Par ailleurs, il faut admettre que l’ONU à New York a fait de cette ville une plaque tournante de la diplomatie internationale, un site qui a grandement contribué au rayonnement de la métropole américaine, mais aussi, il ne faut l’oublier, à la valorisation de l’anglais et de la culture anglo-saxonne aux frais de l’ensemble des pays du monde.
Dans ce sens, compte tenu de la faveur que gagne l’idée de multipolarité du monde et du partage des avantages économiques, tel que la rente que procure automatiquement à tout pays le privilège d’être celui où siège les Nations unies, il n’est pas trop tôt, après 72 ans à enrichir New York, de formuler un projet de déplacement ordonné et réfléchi du siège de l’ONU dans un autre pays, d’ici 10, 15 ou 20 ans. Les jeux olympiques se déplacen t; sans être aussi mobile, pourquoi pas l’ONU ?
J’ai déjà pour ma part proposé une ville du Québec. Or, le Québec est trop proche de New York et il a sur ce coup le désavantage de se trouver en Amérique. Pour le Québec fragile et en voie de dépopulation autochtone, accueillir l’ONU serait d’ailleurs un facteur additionnel d’anglicisation et d’assimilation. Honnêtement, l’ONU ne pourrait se relocaliser en Amérique du Nord. Par conséquent, mon choix se porterait volontiers sur un pays francophone d’Afrique, autre qu’une capitale, une ville qui pourrait attirer à son tour des ressources économiques conséquentes et, par effet de proximité, alléger le fardeau économique des délégations africaines à l’ONU. En situant ce phare de la diplomatie mondiale dans le centre démographique de la francophonie, le rayonnement du français dans le monde se trouverait favorisé. Comme on l’a vu, d’autres s’intéressent au sujet et proposent leur choix, le Québec et la francophonie ne doivent pas être en reste.
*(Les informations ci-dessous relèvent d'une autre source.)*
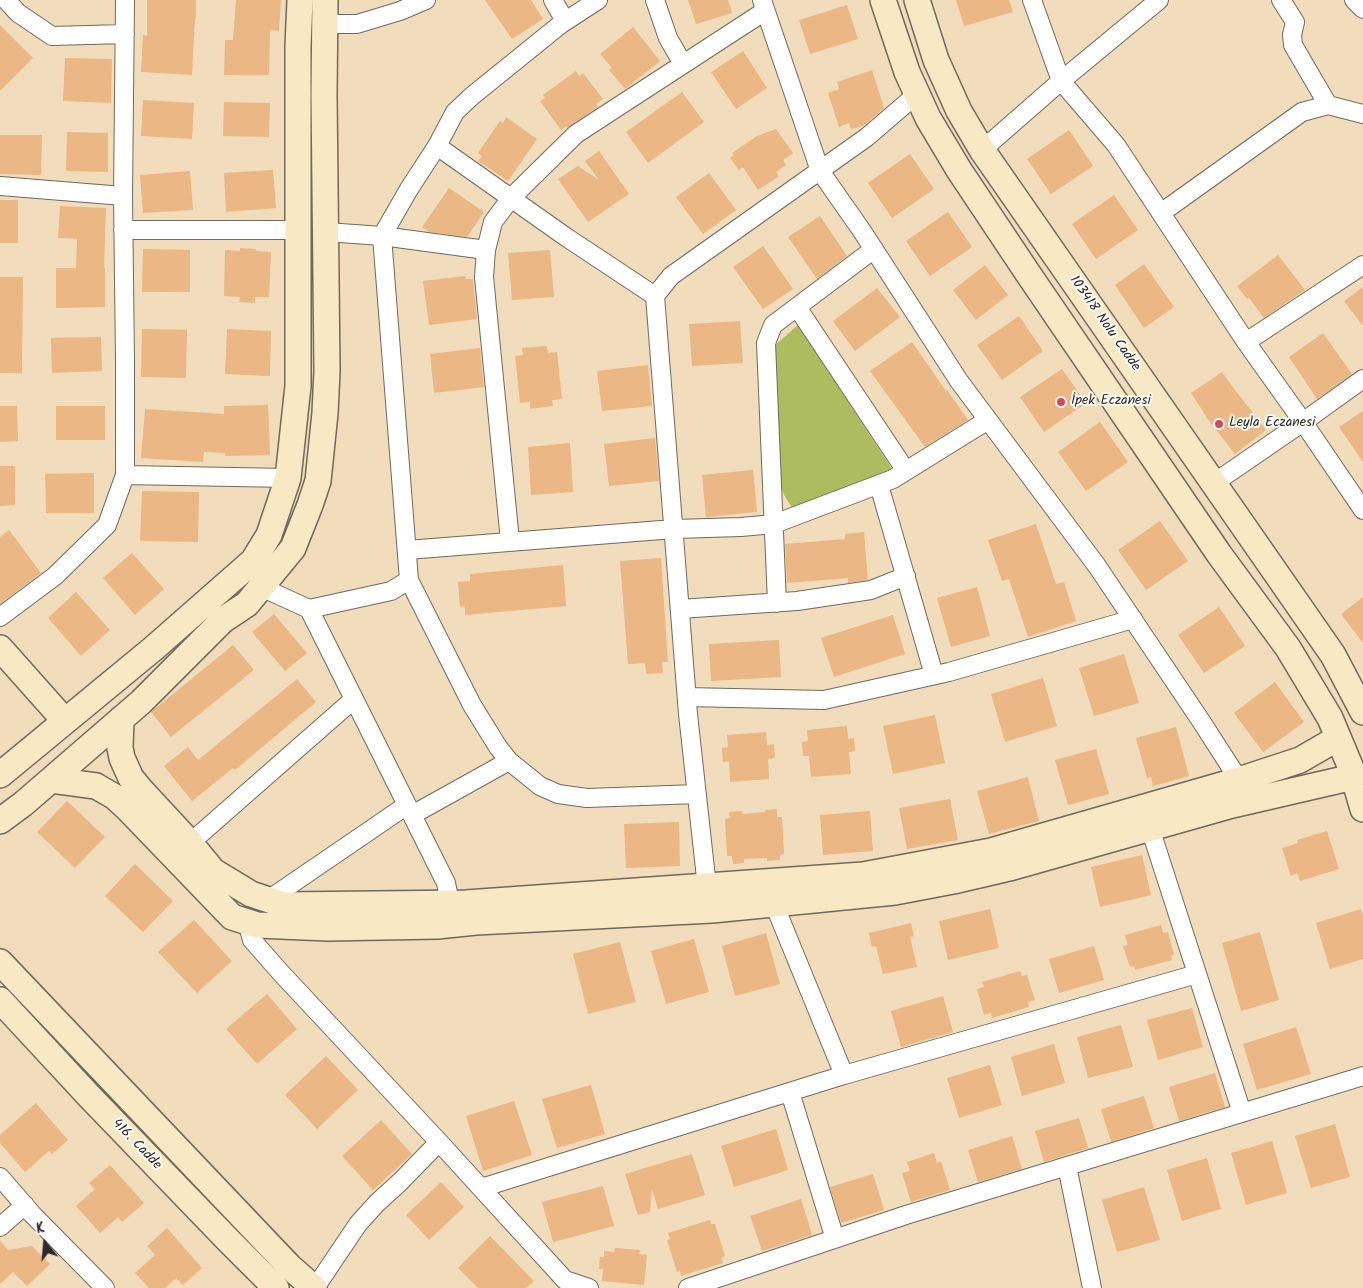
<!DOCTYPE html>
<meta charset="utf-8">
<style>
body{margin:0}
#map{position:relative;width:1363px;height:1288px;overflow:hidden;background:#f1dcbc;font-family:Kalam,sans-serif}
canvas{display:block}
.north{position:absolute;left:20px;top:1218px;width:50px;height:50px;-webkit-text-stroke:4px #fdfcf7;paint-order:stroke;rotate:343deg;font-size:14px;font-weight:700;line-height:20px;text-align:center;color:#2b2b2b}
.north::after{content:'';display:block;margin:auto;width:18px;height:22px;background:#2b2b2b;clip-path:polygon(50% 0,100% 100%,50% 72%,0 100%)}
</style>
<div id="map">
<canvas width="1363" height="1288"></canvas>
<div class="north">K</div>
</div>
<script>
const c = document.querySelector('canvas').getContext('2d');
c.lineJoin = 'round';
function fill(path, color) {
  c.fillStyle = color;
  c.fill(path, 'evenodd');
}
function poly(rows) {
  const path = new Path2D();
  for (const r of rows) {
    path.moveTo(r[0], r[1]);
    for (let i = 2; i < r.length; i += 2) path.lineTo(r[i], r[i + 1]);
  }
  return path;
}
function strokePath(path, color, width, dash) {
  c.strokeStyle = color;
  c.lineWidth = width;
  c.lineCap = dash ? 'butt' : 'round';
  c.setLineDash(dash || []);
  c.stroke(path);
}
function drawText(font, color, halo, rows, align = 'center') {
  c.font = font + ' Kalam,sans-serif';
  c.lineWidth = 4;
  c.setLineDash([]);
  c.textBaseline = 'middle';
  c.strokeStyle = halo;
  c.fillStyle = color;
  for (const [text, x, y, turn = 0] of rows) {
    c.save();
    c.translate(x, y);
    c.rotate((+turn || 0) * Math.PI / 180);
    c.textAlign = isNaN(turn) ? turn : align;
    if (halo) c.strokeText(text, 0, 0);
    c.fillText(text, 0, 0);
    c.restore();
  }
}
fill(poly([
 [798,325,892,469,794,511,784,495,779,481,773,347]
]), '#adbc5f');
fill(poly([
 [147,0,196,0,196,18,195,18,192,75,141,72,143,35,147,36],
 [236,0,281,0,279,31,270,30,269,75,224,75,225,40,233,40],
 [485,0,531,0,543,19,512,39],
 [688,0,728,0,732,13,696,24],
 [956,0,1009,0,1013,12,964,26],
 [847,5,858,39,810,54,799,20],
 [0,25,33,58,0,91],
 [633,27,660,61,625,89,609,70,612,68,600,54],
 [743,51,767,88,736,109,711,72],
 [65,58,112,59,111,103,63,101],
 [872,70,884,108,865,125,851,129,849,123,839,127,828,93,839,89,837,82],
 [576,71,579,76,583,73,603,99,596,104,598,107,567,128,566,126,561,130,540,101,545,98,543,95],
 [682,92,704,122,648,163,626,132],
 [143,100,194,103,192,139,141,136],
 [224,102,270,103,269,137,223,136],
 [506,117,537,139,508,181,478,161,482,156,478,153,500,121,503,123],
 [776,129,793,153,783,160,786,165,776,172,779,176,758,190,743,167,739,170,730,158,734,155,732,153,757,136],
 [1069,130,1093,166,1051,194,1027,159],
 [67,132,108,133,108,172,66,171],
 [0,135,42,135,41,175,0,174],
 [599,151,629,194,588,222,558,179,578,166,599,180,585,161],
 [910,154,934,189,892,218,868,183],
 [273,170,276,208,226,212,224,173],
 [190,171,193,210,143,213,140,175],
 [709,173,736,210,703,234,676,197],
 [449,188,484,212,467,237,429,232,422,227],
 [1114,195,1138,230,1096,259,1072,224],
 [0,200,18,200,18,243,0,243],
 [60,206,106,208,104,268,105,268,105,307,56,308,56,268,76,268,77,239,58,238],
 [948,212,972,247,930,276,906,241],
 [820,216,847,256,817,279,788,237],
 [763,246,793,289,763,309,733,267],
 [240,248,256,249,256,251,271,252,269,297,255,297,255,303,239,302,240,297,224,296,225,250,240,251],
 [143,249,190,250,190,292,142,292],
 [550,250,554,297,512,300,508,253],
 [1278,255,1305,290,1264,318,1249,298,1247,299,1237,286],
 [1144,264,1174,307,1144,328,1115,285],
 [985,265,1008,295,976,320,953,290],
 [466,276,466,279,473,279,477,319,429,325,423,281],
 [0,277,23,277,22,373,0,373],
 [1363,287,1363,326,1344,301],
 [877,288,900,317,855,351,833,321],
 [1019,316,1043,351,1002,380,977,345],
 [740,321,743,363,692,366,689,324],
 [142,329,187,330,186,378,141,377],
 [227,329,271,331,270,376,225,374],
 [1323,333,1352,374,1317,399,1289,357],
 [101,337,102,371,52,373,51,338],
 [912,342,946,391,947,390,968,420,925,447,870,371],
 [547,346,548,353,557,352,562,399,552,400,553,406,530,409,530,402,520,403,515,356,523,355,522,348],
 [480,348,484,387,434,393,430,354],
 [648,365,652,406,602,411,597,371],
 [1062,369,1086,403,1044,432,1020,397],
 [1222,372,1232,386,1266,430,1235,454,1206,417,1206,416,1191,393],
 [268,405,270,455,226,456,225,453,204,452,203,462,141,458,145,409,224,414,224,406],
 [0,406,17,406,18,441,0,442],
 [56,406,105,406,105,440,56,440],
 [1363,411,1363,462,1339,427],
 [1100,422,1128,462,1086,491,1058,452],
 [655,438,659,481,609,486,604,444],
 [570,443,573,492,531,495,528,447],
 [0,466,15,466,15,505,0,506],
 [753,470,757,512,706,517,702,475],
 [94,473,94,513,46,513,45,474],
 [142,491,199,492,198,542,140,541],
 [1160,521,1188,561,1146,590,1118,550],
 [1036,524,1056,584,1064,582,1076,621,1028,637,1009,579,1002,581,988,540],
 [9,530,41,573,0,604,0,537],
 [864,532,868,580,848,583,848,578,787,583,785,544,845,539,845,534],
 [132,553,164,589,135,615,103,578],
 [661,558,668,662,662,662,663,673,646,674,645,663,628,664,620,561],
 [563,565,566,606,465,615,465,606,460,607,458,582,470,581,470,574],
 [977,587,990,636,951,647,937,598],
 [76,592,110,630,81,656,48,618],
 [1363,597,1363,643,1341,614],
 [1219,607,1245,646,1204,673,1178,635],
 [274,614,307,653,285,671,252,632],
 [893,615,905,654,834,677,821,638],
 [779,640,781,677,711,681,709,644],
 [233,645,254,670,171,737,151,712],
 [1124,654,1139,703,1094,716,1079,668],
 [1043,678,1057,726,1005,742,991,694],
 [297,679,316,702,235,770,233,768,192,801,164,766,188,747,198,760],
 [1275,682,1304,722,1263,752,1234,713],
 [935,715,945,763,893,774,883,726],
 [847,726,848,739,854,738,855,751,849,752,851,774,811,777,809,756,803,756,802,742,808,741,807,730],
 [1176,727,1189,776,1153,786,1151,777,1147,778,1136,738],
 [766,732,767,745,774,744,775,758,768,759,769,779,730,782,729,761,723,762,722,748,728,747,727,735],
 [1096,749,1109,794,1068,805,1055,760],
 [1028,777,1039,821,989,834,977,791],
 [950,799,958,840,907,849,899,808],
 [67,801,105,837,75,868,37,832],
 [777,809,777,817,782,817,783,833,784,854,780,855,780,860,767,861,767,858,744,859,744,863,733,864,732,856,727,856,725,819,730,818,729,812,742,811,742,814,765,812,765,810],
 [870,811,873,851,823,855,820,815],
 [679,822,680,866,626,868,624,824],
 [1327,831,1339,869,1300,881,1297,873,1291,876,1282,848,1298,843,1297,840],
 [1142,855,1151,895,1100,907,1091,867],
 [135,864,173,901,143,932,105,896],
 [990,909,999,948,948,960,939,921],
 [1361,909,1363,916,1363,959,1330,969,1316,923],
 [194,920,232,961,197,993,158,952],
 [911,923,914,936,910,937,917,967,883,974,876,946,872,947,869,933],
 [1161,925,1163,933,1168,932,1174,955,1171,956,1172,960,1135,970,1134,966,1130,967,1123,946,1128,945,1125,935],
 [1260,932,1279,1000,1241,1011,1222,943],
 [766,933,780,984,735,996,722,946],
 [694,939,709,992,666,1004,651,951],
 [620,942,636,1002,588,1014,573,954],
 [1094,946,1104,980,1059,993,1049,959],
 [1020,971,1022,976,1027,975,1035,1000,1028,1002,1029,1007,992,1018,991,1013,984,1015,977,989,984,987,982,982],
 [267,994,297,1029,257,1064,226,1029],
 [943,996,953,1032,901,1047,891,1011],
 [1192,1008,1203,1047,1158,1060,1147,1020],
 [1121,1025,1133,1067,1088,1078,1077,1037],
 [1296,1027,1311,1074,1257,1090,1243,1044],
 [1054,1044,1065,1083,1022,1096,1011,1057],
 [326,1056,358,1090,317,1129,285,1095],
 [990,1065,1002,1105,959,1118,947,1078],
 [1215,1073,1225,1107,1179,1121,1169,1087],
 [591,1085,605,1134,557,1148,542,1099],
 [1144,1096,1154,1128,1111,1142,1101,1109],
 [514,1101,532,1155,483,1171,466,1116],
 [36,1103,68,1140,52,1154,49,1151,25,1172,0,1143,0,1135],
 [1079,1118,1088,1148,1044,1162,1035,1131],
 [381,1120,412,1154,373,1190,342,1156],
 [1335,1124,1350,1177,1311,1188,1295,1136],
 [776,1129,788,1170,734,1187,721,1146],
 [1012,1136,1022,1169,978,1182,968,1150],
 [1272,1141,1287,1193,1246,1205,1231,1153],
 [934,1153,937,1163,941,1161,950,1190,911,1202,902,1173,910,1171,907,1162],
 [692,1154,705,1195,658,1209,652,1189,650,1212,638,1215,625,1174],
 [1207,1158,1221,1209,1182,1221,1167,1170],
 [110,1165,144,1203,122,1222,118,1217,100,1233,76,1206,95,1189,89,1183],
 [873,1174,884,1210,841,1223,830,1187],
 [441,1182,464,1207,429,1240,406,1215],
 [603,1186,614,1226,553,1242,542,1202],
 [1144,1187,1160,1240,1117,1252,1102,1200],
 [801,1199,812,1235,762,1251,750,1216],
 [710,1220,711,1224,715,1224,725,1256,721,1258,723,1263,681,1276,680,1271,677,1272,667,1240,670,1239,668,1233],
 [167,1228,202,1268,183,1285,176,1278,165,1288,149,1288,135,1273,155,1255,147,1246],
 [490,1236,534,1281,526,1288,478,1288,458,1268],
 [0,1241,8,1250,32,1246,50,1264,27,1286,13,1272,0,1284],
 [615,1248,640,1250,639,1254,647,1255,644,1285,602,1281,603,1269,599,1269,600,1257,604,1257,604,1251,614,1252]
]), '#ebb784');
const street = poly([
 [6,0,18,13,52,36,125,34],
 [553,0,565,21],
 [598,0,561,24,472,96,455,112,437,146,409,189,382,236,409,580,472,705,498,747,509,761,540,786,558,794,587,798,697,794],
 [655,0,668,38,683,64],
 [762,0,820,171,862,231,959,381,1097,566,1201,721,1239,780],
 [1032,0,1061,81,1116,145,1246,342,1303,422,1363,510],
 [1281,0,1295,22,1292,35,1293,45,1328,105],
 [1354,0,1363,9],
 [325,24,357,24,400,11,426,0],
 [437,146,566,237,655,296],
 [982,150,1061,81,1159,0],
 [0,186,123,196],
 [1161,213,1302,112,1328,105,1363,114],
 [123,230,298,230],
 [326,232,382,236,486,250],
 [797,307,906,471],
 [1246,342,1363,265],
 [125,475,288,478],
 [1214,483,1303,422,1363,379],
 [879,485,934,675],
 [510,541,484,277,486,250,493,222,511,198,576,134,765,11],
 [407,550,674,529,741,527,774,524,893,479,988,420],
 [261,587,309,609,391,591,409,580],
 [777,603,766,343,773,325,874,249],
 [309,609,446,883,450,903],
 [680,609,797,601,871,590,906,576],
 [0,617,55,576,107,525,125,475,125,361,123,196,125,0],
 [687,697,824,700,949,672,1133,619],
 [412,815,509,761],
 [1150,828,1242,1113],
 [190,843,354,699],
 [707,887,688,714,655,296,671,276,867,137,917,94],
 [268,900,407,805],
 [774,904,844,1075],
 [247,922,252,940,281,973,439,1142,565,1280,589,1288],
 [790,1092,835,1239],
 [1067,1166,1092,1288],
 [0,1177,32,1214,105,1288],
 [481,1188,844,1075,1197,974],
 [0,1227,25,1205],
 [315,1288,358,1224,377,1203,400,1182,439,1142],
 [688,1288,906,1215,1363,1076]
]);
const secondary = poly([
 [883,0,907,72,928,118,959,170,1027,272,1219,554,1288,648,1330,718,1351,768,1363,809],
 [917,0,936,60,959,111,982,150,1333,655,1363,712],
 [0,648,65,721],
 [121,719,120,748,122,758,131,778,141,790,190,843,213,871,251,894,284,905,466,903,863,875,991,851,1239,780,1300,760,1338,738],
 [0,775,154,648,253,561,269,535,288,478,298,386,298,47,300,0],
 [51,780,96,786,115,797,128,809,232,917,257,925,328,928,437,926,476,922,712,910,895,892,953,881,1013,867,1232,805,1353,777],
 [0,821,23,804,141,702,223,620,247,604,293,548,310,505,318,481,325,413,327,371,324,94,325,0],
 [0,962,290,1267,314,1288],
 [0,1000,90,1097,228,1240,276,1288]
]);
strokePath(street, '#70695e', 20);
strokePath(secondary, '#70695e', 28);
strokePath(street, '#fff', 18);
strokePath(secondary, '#f8e8c3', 25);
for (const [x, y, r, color] of [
 [1061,402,5,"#d1495b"],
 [1219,424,5,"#d1495b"]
]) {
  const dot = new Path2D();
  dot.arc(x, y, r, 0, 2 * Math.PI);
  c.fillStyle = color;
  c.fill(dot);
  strokePath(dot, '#fdfcf7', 2);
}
drawText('14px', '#2b2b2b', '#fdfcf7', [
 ["103418 Nolu Cadde",1104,324,55],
 ["416. Cadde",136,1145,46]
]);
drawText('14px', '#2b2b2b', '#fdfcf7', [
 ["İpek Eczanesi",1071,402],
 ["Leyla Eczanesi",1229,424]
], 'left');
</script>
En terminant, on a certes critiqué l’impuissance des Nations unies à souhait et souvent on le fait avec raison. Effectivement, il faut le reconnaître, la réforme des Nations unies ne concerne pas que la langue et le site de son siège. Beaucoup d’autres propositions de réforme d’inégale valeur circulent depuis un certain temps, mais cela évolue hélas très lentement. Les Nations unies malgré leur imperfection, qui ne sont pas sans rapport avec l’influence américaine de proximité (pour ne pas dire de promiscuité ), constituent un forum des pays, le seul, et sauvegardent à minima un droit international fort malmené il est vrai, mais auquel il nous faut tenir et tâcher de renforcer en attendant mieux.